Bu dışa bağımlı duruşunla, kendi cemaatini bile yabancılaştırıyorsun, çünkü biz burada köklerimizi bu vatanla bütünleştirmişiz. Senin bu halin, sosyolojik olarak topluluklar arası empatiyi yok ediyor, uluslararası arenada Türkiye’yi baskı aracı haline getiriyor.
Şimdi asıl meseleye gelelim: Heybeliada Ruhban Okulu’nun tekrar açılması neye sebep olur?
Bu okul 1971’de kapandı, çünkü milli eğitim sistemine entegre olmayı reddettiler, bağımsız bir teoloji kurumu gibi kalmak istediler.
Açılırsa ne mi olur?
Önce sosyolojik boyutu: Türkiye’deki Rum cemaati zaten küçülmüş, yaşlanmış aileler dağılıyor, gençler göç ediyor. Okul açılırsa, dışarıdan öğrenci akını olacak: Yunanistan’dan, Rusya’dan, belki Amerika’dan gelenler. Bu, demografik yapıyı değiştirir, yerel Rum topluluğunu yabancılaştırır, sanki bir “enklav” yaratır – sosyolojide buna “etnik yoğunlaşma” deriz, ki bu ayrışmayı körükler, toplumda “biz ve onlar” ayrımını derinleştirir.
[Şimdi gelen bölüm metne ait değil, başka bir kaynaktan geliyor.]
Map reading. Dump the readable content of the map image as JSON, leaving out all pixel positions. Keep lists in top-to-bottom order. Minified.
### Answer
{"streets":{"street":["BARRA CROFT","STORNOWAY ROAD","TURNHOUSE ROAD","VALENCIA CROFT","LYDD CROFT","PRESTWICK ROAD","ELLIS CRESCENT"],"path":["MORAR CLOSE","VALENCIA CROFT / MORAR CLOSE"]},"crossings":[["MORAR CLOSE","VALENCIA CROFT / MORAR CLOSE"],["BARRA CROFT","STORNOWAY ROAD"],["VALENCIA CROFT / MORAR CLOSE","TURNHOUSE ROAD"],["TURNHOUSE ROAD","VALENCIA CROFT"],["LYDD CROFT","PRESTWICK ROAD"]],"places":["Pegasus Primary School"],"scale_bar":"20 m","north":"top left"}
Uluslararası ilişkiler açısından ise işler daha karmaşık: Okulun açılması, Türkiye’nin “azınlık hakları” konusunda yumuşadığını gösterir, ama bu bir tuzak olabilir. Yunanistan hemen atlar, “Ekümenik Patrikhane”yi güçlendirir, Ege’deki adalar meselesinde, Kıbrıs’ta pazarlık kozu yapar.
ABD ve Avrupa Birliği devreye girer, “demokrasi” adı altında baskı yapar araştırmalar gösteriyor ki, böyle kurumlar açıldığında, dış müdahaleler artar, yerel otorite erozyona uğrar.
Halk diliyle: Sanki evinin kapısını ardına kadar açıyorsun, ama komşular içeri girip eşyaları taşıyor!
Bu tür açılımlar jeopolitik dengeleri sarsar, Türkiye’yi savunmasız bırakır, cemaatimiz canlanır gibi görünür ama aslında bağımlılık zincirleri güçlenir; gençlerimiz yabancı ideolojilere kapılır, milli birlik zedelenir.
Sonuçta, bu mesele sadece bir okul değil, kültürel mirasımızı koruma savaşı. Düşünün, konuşun, ama bilimle, tarihle hareket edin!